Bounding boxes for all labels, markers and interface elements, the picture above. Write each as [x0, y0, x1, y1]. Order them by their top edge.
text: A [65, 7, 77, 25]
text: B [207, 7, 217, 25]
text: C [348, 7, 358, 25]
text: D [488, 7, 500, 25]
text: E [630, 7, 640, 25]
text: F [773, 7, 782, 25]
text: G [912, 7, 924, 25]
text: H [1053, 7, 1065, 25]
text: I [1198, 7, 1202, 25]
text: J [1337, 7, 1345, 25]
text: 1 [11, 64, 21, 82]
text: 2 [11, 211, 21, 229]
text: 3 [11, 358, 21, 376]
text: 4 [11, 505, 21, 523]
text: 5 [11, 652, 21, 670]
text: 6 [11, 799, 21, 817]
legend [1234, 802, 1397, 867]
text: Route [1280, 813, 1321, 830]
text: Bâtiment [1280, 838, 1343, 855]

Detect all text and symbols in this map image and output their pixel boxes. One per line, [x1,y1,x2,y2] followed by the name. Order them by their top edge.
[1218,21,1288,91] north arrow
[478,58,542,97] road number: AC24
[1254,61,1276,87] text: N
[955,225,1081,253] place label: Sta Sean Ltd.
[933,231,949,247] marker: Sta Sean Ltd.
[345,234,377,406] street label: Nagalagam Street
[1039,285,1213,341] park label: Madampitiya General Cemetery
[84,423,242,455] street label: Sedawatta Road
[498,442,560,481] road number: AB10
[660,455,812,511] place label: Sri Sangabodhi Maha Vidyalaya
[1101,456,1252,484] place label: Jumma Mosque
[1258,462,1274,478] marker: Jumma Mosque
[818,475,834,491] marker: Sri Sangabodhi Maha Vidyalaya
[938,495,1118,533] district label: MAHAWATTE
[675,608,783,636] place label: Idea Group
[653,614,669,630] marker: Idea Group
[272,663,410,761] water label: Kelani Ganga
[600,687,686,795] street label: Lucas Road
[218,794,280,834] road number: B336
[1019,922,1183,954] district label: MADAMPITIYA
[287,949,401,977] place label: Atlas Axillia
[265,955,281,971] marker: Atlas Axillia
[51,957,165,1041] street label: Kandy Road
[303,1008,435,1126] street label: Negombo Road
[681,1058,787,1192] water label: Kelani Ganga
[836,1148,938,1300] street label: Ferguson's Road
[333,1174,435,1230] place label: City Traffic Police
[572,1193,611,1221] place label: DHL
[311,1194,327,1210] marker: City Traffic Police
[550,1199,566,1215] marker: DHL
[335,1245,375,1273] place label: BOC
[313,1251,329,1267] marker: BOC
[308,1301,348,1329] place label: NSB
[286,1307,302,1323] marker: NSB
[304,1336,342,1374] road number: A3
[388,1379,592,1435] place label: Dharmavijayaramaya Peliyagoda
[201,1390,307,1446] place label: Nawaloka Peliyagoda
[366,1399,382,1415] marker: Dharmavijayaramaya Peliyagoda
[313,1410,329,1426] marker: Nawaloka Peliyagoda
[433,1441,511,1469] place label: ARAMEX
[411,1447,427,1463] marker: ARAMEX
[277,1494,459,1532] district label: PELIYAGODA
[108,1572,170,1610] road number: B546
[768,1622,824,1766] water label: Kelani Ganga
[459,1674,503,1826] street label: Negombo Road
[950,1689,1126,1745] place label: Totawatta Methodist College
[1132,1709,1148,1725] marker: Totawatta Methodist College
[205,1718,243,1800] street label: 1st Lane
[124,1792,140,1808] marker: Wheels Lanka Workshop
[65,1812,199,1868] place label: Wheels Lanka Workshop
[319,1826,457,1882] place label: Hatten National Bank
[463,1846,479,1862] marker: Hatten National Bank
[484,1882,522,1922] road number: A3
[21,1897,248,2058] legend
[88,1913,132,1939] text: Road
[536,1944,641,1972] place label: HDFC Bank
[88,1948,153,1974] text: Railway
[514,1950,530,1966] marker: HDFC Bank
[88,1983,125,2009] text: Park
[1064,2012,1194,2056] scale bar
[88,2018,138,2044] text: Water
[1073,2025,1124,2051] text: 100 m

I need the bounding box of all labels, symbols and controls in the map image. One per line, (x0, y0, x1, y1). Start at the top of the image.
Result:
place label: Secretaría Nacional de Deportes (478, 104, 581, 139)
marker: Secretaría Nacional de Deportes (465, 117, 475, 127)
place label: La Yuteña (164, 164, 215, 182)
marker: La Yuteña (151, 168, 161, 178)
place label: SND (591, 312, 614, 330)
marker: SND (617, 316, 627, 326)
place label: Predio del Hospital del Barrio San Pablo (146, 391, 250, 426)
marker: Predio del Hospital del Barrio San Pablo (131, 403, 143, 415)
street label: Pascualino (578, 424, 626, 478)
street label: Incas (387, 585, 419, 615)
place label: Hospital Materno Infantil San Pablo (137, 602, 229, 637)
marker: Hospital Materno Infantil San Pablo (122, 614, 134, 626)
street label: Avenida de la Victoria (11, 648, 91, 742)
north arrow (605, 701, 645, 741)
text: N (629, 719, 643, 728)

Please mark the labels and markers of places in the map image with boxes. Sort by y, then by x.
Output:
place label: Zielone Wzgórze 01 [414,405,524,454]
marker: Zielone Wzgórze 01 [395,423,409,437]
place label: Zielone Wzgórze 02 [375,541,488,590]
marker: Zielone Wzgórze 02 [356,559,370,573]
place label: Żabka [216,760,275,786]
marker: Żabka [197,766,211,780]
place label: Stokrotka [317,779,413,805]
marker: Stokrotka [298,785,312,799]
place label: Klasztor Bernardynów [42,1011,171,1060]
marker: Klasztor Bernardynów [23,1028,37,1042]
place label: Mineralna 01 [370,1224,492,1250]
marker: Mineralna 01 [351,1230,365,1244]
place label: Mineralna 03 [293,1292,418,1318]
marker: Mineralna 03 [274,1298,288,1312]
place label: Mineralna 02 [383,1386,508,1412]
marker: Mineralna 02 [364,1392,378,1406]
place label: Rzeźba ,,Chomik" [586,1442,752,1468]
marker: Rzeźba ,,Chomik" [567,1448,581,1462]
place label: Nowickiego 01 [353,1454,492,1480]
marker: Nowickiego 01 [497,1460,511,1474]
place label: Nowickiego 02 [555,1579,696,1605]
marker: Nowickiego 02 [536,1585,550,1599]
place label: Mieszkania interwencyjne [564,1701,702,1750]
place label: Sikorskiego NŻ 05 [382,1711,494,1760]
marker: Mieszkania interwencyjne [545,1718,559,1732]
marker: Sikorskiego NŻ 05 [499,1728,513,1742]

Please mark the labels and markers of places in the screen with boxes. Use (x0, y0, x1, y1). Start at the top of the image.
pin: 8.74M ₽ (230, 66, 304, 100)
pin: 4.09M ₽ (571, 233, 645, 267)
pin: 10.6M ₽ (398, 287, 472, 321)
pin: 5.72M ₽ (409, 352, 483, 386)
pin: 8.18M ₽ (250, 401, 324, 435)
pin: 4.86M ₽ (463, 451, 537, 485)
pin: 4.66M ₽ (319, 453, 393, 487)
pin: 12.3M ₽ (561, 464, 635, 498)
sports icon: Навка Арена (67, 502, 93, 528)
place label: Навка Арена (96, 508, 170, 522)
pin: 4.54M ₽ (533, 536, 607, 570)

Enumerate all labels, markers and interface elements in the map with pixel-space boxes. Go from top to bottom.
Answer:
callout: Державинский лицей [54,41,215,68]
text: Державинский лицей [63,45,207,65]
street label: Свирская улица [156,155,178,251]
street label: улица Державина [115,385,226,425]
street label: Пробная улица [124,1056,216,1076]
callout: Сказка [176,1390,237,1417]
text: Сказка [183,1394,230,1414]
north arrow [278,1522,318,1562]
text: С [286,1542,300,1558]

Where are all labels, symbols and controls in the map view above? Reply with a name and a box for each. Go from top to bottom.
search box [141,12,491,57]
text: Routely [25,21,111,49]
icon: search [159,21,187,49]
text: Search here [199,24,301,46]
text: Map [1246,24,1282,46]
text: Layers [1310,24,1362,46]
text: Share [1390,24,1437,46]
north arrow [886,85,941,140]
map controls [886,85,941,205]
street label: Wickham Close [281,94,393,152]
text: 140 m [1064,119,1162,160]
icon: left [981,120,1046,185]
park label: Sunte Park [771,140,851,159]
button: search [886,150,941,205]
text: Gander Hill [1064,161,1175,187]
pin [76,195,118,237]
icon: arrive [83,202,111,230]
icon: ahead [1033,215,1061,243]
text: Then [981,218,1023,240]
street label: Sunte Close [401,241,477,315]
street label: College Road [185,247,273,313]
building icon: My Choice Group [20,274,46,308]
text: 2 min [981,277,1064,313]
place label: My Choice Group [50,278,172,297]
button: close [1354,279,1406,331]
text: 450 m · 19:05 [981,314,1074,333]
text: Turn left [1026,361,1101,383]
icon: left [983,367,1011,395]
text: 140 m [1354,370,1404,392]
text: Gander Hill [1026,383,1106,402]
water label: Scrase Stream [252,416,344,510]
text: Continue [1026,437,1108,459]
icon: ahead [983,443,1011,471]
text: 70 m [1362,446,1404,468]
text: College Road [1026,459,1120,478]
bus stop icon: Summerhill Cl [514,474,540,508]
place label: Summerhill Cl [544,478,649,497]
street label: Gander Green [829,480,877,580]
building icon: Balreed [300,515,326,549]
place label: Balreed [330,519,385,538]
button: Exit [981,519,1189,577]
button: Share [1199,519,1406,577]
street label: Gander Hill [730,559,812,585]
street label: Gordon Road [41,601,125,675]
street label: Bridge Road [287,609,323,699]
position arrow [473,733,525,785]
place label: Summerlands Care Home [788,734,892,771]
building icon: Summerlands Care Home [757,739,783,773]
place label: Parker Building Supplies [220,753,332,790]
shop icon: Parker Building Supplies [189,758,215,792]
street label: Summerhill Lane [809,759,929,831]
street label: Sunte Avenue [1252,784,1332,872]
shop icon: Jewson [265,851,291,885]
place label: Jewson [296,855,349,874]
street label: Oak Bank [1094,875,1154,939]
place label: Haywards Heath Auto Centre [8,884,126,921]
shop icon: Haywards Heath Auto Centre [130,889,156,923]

———

A copy of each line in the data above that holds the string "Summerlands" is needed.

**Answer section**:
place label: Summerlands Care Home [788,734,892,771]
building icon: Summerlands Care Home [757,739,783,773]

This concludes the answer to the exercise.